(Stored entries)
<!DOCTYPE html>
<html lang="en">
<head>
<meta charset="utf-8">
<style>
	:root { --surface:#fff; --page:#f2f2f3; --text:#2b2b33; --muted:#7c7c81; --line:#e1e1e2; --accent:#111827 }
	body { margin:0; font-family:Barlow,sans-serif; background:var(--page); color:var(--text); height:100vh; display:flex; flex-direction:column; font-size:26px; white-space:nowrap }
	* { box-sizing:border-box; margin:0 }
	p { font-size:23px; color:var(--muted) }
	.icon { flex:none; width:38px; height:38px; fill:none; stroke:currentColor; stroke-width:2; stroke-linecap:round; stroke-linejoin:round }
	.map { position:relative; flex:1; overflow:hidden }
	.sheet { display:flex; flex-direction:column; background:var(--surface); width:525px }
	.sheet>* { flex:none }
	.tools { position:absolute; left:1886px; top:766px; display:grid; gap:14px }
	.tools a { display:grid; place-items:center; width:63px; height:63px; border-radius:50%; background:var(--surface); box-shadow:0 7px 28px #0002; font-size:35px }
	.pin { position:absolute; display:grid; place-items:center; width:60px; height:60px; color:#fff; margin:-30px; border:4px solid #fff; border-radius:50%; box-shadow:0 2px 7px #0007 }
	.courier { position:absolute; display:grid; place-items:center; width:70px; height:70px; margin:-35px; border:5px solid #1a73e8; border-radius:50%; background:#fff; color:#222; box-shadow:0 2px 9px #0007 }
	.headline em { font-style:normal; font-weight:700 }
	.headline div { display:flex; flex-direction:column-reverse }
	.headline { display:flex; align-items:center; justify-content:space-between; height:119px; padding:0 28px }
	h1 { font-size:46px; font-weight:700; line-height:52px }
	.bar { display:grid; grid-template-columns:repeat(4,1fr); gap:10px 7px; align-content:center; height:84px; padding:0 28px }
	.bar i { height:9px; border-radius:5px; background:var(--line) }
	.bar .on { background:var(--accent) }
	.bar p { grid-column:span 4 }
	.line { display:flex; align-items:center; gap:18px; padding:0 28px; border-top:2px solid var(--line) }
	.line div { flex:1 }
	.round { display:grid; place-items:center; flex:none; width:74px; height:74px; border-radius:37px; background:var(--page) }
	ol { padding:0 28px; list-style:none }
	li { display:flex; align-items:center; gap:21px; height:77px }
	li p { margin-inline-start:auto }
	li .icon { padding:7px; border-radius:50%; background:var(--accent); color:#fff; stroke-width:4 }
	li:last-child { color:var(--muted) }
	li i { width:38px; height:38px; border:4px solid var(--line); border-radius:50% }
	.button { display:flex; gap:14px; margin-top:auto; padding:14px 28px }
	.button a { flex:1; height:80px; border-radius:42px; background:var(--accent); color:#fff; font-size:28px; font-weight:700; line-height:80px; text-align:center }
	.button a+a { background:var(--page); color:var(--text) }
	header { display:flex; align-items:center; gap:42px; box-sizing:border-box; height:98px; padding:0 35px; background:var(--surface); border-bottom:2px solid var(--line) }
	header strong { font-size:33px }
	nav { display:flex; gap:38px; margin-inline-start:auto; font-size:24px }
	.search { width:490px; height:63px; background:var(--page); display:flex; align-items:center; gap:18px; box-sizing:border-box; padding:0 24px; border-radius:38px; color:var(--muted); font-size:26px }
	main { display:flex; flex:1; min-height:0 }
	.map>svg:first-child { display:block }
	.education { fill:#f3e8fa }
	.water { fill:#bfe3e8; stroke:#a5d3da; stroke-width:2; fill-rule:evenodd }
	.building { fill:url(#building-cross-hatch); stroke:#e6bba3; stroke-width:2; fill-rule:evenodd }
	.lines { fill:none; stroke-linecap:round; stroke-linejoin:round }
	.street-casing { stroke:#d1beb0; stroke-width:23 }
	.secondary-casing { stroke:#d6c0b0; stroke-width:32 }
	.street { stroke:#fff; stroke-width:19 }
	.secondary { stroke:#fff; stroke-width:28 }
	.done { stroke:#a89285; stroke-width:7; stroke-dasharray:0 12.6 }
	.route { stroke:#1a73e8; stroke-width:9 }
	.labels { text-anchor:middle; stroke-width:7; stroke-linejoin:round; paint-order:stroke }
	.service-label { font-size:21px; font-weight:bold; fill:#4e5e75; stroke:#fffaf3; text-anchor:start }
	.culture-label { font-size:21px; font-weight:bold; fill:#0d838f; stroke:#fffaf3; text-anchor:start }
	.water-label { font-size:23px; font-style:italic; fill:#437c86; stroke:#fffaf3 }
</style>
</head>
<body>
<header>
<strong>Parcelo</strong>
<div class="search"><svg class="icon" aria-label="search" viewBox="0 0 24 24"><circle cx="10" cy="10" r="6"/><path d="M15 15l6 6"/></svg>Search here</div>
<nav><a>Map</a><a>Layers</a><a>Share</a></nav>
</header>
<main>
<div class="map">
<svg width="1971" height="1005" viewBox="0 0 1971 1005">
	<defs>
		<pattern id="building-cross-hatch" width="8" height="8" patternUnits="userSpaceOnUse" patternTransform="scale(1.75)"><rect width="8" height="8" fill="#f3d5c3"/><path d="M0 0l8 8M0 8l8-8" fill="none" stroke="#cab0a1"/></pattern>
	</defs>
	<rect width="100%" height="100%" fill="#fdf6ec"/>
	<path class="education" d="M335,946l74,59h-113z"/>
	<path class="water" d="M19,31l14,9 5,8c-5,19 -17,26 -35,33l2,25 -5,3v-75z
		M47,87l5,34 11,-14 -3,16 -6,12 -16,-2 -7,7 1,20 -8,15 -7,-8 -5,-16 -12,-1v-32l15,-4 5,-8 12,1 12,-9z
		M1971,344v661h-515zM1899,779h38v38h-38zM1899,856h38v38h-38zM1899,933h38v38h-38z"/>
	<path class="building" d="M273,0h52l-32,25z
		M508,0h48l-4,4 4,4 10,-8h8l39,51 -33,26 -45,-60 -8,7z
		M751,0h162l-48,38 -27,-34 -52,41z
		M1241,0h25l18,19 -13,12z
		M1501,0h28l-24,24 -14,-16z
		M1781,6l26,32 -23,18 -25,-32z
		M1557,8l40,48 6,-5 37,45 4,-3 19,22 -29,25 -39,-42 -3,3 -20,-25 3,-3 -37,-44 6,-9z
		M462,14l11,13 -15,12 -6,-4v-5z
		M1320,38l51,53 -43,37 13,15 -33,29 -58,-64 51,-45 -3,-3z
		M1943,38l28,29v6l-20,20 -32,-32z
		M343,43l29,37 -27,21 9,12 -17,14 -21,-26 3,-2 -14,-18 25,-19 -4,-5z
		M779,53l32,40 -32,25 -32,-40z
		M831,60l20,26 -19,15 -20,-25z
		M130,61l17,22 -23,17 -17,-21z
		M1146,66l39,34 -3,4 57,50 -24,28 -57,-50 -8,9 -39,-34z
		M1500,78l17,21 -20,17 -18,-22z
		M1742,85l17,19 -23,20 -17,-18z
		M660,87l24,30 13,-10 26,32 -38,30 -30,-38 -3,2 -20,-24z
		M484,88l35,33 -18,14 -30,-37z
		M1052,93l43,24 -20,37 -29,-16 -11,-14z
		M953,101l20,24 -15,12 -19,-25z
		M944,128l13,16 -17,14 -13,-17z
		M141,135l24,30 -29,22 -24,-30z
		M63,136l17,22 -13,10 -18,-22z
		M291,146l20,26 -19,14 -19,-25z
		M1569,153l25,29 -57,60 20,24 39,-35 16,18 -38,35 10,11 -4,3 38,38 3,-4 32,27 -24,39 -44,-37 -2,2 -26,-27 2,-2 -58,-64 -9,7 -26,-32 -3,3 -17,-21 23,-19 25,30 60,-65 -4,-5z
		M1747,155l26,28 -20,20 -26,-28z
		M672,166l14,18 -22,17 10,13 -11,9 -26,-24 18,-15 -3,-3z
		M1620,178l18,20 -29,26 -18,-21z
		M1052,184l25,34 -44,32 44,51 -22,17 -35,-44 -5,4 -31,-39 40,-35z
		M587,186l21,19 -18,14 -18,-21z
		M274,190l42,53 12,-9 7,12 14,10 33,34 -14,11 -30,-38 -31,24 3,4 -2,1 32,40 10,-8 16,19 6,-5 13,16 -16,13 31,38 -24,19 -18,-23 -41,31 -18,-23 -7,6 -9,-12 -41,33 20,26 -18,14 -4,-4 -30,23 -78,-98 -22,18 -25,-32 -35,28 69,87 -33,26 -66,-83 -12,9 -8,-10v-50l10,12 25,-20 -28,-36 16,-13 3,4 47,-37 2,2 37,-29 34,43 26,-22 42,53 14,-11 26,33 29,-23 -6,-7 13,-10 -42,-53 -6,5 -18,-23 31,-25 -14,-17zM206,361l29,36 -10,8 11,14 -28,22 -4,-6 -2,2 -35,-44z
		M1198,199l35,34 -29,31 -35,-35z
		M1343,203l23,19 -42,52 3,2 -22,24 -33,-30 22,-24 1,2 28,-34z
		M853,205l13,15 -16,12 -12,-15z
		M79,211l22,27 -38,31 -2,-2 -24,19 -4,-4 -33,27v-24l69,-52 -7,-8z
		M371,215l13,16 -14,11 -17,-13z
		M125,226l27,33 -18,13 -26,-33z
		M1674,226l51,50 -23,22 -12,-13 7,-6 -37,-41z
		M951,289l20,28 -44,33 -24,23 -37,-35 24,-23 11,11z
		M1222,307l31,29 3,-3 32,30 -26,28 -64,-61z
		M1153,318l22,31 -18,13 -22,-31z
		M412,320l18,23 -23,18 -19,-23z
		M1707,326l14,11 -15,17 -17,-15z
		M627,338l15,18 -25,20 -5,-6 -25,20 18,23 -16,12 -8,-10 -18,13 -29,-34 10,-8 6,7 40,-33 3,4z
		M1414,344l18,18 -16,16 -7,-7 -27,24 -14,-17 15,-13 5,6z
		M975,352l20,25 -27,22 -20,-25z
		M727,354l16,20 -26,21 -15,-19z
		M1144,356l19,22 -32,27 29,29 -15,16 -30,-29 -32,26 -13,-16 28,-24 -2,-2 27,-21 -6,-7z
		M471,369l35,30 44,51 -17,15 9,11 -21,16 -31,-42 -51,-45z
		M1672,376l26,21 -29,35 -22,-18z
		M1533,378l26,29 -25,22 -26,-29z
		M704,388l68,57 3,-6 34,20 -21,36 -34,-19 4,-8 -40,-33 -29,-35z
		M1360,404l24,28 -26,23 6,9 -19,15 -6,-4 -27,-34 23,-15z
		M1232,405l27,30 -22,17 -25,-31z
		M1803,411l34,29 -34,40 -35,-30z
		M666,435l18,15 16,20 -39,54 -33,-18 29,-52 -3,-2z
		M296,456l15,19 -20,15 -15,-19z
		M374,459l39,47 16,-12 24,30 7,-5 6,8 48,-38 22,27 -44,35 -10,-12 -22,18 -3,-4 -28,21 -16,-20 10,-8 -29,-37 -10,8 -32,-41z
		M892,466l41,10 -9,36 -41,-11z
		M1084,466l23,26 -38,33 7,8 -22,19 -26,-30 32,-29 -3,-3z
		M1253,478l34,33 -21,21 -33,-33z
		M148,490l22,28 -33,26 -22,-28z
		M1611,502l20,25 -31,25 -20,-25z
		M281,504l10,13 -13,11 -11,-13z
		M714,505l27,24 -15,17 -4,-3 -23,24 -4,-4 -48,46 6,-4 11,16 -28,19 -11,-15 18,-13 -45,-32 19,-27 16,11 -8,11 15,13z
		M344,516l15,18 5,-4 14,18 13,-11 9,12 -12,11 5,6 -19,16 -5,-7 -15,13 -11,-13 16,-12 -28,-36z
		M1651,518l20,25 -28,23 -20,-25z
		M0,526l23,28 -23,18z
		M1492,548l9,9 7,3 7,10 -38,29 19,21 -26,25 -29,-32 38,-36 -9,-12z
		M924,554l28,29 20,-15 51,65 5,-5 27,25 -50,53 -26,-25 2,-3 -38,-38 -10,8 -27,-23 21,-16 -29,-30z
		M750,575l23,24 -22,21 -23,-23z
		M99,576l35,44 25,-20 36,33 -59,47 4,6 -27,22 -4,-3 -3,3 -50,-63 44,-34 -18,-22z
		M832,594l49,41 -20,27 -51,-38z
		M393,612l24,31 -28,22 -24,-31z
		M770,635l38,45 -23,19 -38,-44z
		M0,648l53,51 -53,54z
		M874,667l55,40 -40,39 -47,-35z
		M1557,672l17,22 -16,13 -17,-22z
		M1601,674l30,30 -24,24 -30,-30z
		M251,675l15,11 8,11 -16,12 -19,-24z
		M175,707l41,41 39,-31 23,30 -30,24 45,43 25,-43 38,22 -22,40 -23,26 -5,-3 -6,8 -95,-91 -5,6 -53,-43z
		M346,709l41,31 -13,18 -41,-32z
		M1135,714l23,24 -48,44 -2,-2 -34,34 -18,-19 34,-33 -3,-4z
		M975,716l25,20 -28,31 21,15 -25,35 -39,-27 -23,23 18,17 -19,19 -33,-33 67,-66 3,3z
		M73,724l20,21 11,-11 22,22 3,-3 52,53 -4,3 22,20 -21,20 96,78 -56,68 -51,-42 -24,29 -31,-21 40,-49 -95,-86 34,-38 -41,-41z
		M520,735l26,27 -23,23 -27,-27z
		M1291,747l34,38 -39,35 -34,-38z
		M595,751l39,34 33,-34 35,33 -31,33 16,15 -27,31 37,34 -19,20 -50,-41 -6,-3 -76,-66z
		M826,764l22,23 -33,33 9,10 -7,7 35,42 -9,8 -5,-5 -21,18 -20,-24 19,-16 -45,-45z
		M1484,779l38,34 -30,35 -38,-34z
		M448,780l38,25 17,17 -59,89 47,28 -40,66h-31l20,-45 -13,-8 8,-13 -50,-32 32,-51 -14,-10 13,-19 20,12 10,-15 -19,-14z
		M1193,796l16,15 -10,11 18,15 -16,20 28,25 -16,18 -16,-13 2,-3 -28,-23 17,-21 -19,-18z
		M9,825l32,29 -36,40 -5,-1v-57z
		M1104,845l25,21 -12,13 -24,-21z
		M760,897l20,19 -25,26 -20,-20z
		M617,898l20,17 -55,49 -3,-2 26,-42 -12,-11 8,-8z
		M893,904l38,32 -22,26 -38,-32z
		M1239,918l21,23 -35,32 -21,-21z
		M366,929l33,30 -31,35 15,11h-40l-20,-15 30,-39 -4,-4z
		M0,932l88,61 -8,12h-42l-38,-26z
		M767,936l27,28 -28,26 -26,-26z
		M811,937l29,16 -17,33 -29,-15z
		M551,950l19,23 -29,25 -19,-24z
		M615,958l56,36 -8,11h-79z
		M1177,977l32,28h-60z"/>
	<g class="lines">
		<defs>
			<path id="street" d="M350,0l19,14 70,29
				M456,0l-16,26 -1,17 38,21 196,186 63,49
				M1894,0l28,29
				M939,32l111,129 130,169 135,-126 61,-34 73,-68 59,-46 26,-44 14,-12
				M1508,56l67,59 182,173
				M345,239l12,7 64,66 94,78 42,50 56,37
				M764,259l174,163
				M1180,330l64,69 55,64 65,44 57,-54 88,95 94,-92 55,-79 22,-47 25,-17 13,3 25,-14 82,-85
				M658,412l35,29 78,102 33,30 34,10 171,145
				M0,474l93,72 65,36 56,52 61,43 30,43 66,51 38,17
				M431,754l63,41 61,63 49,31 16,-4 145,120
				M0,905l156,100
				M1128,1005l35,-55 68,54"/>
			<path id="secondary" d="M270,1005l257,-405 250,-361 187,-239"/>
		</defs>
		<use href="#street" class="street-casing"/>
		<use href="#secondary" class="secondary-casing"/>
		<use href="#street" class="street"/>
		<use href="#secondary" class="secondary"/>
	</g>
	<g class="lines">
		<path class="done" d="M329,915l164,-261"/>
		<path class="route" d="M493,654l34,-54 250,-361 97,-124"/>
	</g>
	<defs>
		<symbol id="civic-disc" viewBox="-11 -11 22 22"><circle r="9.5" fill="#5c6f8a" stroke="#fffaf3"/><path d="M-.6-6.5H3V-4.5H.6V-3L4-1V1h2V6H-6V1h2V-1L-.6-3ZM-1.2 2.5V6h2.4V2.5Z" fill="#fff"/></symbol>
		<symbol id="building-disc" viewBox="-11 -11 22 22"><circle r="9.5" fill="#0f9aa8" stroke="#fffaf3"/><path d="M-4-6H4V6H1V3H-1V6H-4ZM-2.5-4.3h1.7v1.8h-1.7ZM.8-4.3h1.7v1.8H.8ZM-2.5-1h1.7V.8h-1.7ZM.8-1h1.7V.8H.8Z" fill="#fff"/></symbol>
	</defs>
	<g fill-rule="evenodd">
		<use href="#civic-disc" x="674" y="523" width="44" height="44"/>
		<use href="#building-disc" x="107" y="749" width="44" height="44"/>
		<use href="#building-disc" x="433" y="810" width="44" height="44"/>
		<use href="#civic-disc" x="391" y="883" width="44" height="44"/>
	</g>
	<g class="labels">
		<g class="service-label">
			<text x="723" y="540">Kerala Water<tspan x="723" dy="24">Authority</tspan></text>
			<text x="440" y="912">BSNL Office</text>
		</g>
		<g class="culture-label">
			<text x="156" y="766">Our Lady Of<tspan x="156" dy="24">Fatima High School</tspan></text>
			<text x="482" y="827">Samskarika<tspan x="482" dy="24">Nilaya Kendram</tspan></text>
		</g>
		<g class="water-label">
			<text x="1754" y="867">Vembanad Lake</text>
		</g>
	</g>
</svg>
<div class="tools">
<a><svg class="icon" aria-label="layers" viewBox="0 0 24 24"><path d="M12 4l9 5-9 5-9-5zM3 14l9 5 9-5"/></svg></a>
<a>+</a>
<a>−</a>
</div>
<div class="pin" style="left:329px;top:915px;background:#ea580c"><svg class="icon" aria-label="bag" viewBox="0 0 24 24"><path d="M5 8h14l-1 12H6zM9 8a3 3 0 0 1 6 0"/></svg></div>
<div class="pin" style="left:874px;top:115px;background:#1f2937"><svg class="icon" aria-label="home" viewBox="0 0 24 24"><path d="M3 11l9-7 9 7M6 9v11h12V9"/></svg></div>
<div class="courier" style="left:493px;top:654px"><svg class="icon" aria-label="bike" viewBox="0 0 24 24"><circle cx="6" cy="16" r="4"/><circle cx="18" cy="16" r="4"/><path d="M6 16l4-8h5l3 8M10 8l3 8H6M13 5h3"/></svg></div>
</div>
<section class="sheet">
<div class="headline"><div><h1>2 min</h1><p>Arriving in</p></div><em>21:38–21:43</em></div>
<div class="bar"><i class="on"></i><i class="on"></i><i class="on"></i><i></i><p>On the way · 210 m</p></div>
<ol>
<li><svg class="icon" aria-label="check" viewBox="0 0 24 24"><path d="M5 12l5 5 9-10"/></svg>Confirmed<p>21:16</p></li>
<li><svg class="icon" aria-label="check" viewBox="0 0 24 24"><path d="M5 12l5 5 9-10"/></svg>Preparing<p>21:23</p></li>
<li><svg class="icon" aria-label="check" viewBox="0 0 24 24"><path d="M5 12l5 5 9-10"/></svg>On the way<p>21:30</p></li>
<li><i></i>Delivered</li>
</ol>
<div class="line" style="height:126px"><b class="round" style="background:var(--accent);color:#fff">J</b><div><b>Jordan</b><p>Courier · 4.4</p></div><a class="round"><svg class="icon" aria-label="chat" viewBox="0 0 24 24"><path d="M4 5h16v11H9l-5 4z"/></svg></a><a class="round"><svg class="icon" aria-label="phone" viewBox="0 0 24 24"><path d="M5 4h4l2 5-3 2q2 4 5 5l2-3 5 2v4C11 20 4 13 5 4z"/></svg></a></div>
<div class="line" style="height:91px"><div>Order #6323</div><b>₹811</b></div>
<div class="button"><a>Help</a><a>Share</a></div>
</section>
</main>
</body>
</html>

=== Required action ===
Print exactly the lines above, starting at the line that contains "<li><i></i>Delivered</li>" and ending with the last line of the records, both included.

=== Exercise output ===
<li><i></i>Delivered</li>
</ol>
<div class="line" style="height:126px"><b class="round" style="background:var(--accent);color:#fff">J</b><div><b>Jordan</b><p>Courier · 4.4</p></div><a class="round"><svg class="icon" aria-label="chat" viewBox="0 0 24 24"><path d="M4 5h16v11H9l-5 4z"/></svg></a><a class="round"><svg class="icon" aria-label="phone" viewBox="0 0 24 24"><path d="M5 4h4l2 5-3 2q2 4 5 5l2-3 5 2v4C11 20 4 13 5 4z"/></svg></a></div>
<div class="line" style="height:91px"><div>Order #6323</div><b>₹811</b></div>
<div class="button"><a>Help</a><a>Share</a></div>
</section>
</main>
</body>
</html>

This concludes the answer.